My father recently passed away and has a rural home 1.5 miles from a small farming community. In preparations to ready the house for sale, I discovered a couple of small gas leaks. Couldn't find the meter to shut off the gas to make safe repairs. Called gas company, they came out and showed me that my gas meter and line to the house is across the highway and in someone elses pasture. Total distance approx. 100 yards from the house. Gas guy told me if he found a leak in that line, that it is on my dime to make repairs to that line that runs under the highway. Now, isn't my meter suppose to be on my property? And what does TXDot say about natural gas lines running under the highway? Is this legal? Can I make them move the meter to my property at their expense? I am worried if I will even be able to sell this property under these circumstances. There would be an extraordinary expense to make a repair on such a lengthy line. And to have to bore under a highway at my expense? Any body know what I can do?


----------



## beowoulf90 (Jan 13, 2004)

Without knowing the situation with the gas and it's cost.. The only other option is to convert all the gas appliances to propane and set a propane tank(s) near the house. Most gas appliances can be converted to LP gas..


----------



## jwal10 (Jun 5, 2010)

Don't know the particulars there, but here it is routine for gas lines to go under the highway. It is easy to push a new line across a road. I thought the meter itself was supposed to be near the house, why can't they move it there, other then they would be responsible for the line to the house then? You might have to pay for the move, not knowing how it was done originally with your Dad....James


----------



## Darren (May 10, 2002)

Gas and water companies like to do that to minimize their costs in the future. You'll need to shut the gas off, install a valve near the house (if there isn't one already) and test the line using compressed air and a gauge to check for pressure drop.

I'd be surprised if you don't have a buried valve somewhere near the house. If you know where the gas line runs into the house, you can start digging it out to find the valve. I had a similar problem last year. Fortunately for me I had an idea where the leaks were located. I had to locate a T in the line were another line came off for a small building. That meant digging a trench across where the line was buried until I found it. And then digging it out back to the main line until I found the T.

My guess is you have a joint somewhere that's the culprit. Nowadays a tracer wire is supposed to be buried with the gas line to find it in the future. If you know the route you may be able to use a metal detector to find the coupling. The first job is to isolate the entire line outside the house and pressurize it to check for leaks.

If you don't know the route you can dig cross trenches to find the line at different locations to figure how it's laid out.
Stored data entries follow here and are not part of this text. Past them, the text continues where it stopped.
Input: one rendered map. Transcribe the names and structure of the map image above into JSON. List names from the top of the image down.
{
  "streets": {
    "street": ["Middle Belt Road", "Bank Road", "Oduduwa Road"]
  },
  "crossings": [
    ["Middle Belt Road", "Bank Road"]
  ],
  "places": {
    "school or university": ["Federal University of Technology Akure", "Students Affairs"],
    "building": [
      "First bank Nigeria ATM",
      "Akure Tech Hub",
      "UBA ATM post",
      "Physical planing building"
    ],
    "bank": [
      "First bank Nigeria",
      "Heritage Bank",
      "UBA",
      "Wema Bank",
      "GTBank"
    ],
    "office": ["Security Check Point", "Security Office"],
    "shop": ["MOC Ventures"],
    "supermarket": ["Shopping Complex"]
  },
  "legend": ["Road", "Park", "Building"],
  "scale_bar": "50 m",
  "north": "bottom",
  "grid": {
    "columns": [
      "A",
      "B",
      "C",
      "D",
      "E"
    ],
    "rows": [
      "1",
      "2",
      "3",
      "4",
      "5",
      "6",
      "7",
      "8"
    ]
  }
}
What you're up against is why I bury a heavy metal disc above any joint in a line I install. That makes it much easier to use a metal detector to find the couplings in the future.


----------



## copperkid3 (Mar 18, 2005)

addressed; which probably would make the job a bit easier for all involved. You mention that 
while preparing the house for sale, _*YOU*_ discovered a couple of gas leaks. My question is,
how did you discover them and how is it that you know there are only a couple? Most importantly, 
where are those leaks located? If the leaks are indeed between the house and the meter, 
then the gas man is correct and _*YOU*_ are responsible for all the repairs. 

If you want the meter closer to your side of the road and on your property, then you're going 
to have to spring for the costs to have it moved; whatever worked best for the gas company, 
back when it was put in originally, is what they will hold the customer to today. You might 
be able to work with them and 'suggest' that it would be somehow advantageous to _THEM_
(not sure if it is or not; your job is to try and convince them that it is) and they might consider
'sharing' the cost to move the meter. Let us know how it works out regardless.


----------



## Michael W. Smith (Jun 2, 2002)

As you have found out, you own the piping from the meter to your house - regardless of the distance.
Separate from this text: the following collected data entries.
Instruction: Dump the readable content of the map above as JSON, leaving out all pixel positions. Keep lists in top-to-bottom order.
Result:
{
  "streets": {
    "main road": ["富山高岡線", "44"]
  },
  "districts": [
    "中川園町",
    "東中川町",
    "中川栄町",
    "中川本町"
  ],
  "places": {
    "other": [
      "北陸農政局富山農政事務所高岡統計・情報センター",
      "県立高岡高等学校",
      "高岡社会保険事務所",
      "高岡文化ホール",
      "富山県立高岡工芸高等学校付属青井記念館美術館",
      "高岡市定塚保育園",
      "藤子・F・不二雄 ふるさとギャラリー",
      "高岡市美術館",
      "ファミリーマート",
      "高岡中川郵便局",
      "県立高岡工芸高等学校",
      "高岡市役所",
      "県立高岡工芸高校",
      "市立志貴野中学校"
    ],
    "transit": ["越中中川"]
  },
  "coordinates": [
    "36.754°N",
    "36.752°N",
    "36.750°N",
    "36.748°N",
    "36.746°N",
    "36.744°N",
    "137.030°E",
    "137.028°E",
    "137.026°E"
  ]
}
Gas lines go under roads all the time here.

Did you find small leaks IN the house - or are you talking outside the house?

No use in moving the meter - won't be your problem once you sell, and if the meter is on the neighbor's property, not much the neighbor can do to keep you off (or someone else off to read it) - so it's not going to affect the value of the house or property if that is what you are worried about.


----------



## Darren (May 10, 2002)

I'd bet money the gas company won't move the meter.


----------



## texican (Oct 4, 2003)

There are about ten jillion gas lines under roads in my little corner of Texas. No big deal. New owners shouldn't have a problem... as long as you, the current owner, repair all the leaks.
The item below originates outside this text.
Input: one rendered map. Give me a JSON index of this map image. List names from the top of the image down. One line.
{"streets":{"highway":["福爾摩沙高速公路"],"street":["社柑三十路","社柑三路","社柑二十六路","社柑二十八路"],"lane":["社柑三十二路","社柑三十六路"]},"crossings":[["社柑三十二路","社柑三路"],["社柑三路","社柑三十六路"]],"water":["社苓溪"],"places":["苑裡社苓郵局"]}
If your willing to pay (could be very expensive... many hundreds or thousands) they'll move the meter. 

I'd find the valve, near the house, shut it off for 24 hours, and see if the meter has registered flow... if so, replace the line. Road bores are expensive... just hope it's not under or near the road... If the leak is in the house... good luck finding it. You might need professional help, or check all visible gas connections with soapy water... fix those if you find any... still leaking... look under house, or start pulling walls. Professional help might be required.

I'd not want to be smoking...


----------



## Texas Twister (Feb 28, 2011)

So so sorry everybody. But I totally forgot about this post as I was ridiculously busy with the property and numerous problems that kept popping up. I did solve my gas problem. The leak was coming from the outside connection to the fireplace. I just had my plumber cap off the gas pipe running to it. That leaky portion needed to be replaced and it would have been more expense than I wanted to undergo at the time. So fireplace is your good old times one without the aid of gas. Checked the meter after capping off and no leaks. Problem solved. I disclosed to the buyer what was done and he didn’t care. Sold the property in summer of 2013. It was one hellova ride! Thank you all for all of your input.


----------



## AmericanStand (Jul 29, 2014)

Wow You don’t often hear the Resolution after eight years


----------



## AmericanStand (Jul 29, 2014)

Wow 1 post 8 years ago and you remembered to come back ? 
Amazing !


----------



## crehberg (Mar 16, 2008)

AmericanStand said:


> Wow You don’t often hear the Resolution after eight years


TT is definitely on point here...I can barely remember what I did yesterday....I dang sure can't remember 8 years ago!


----------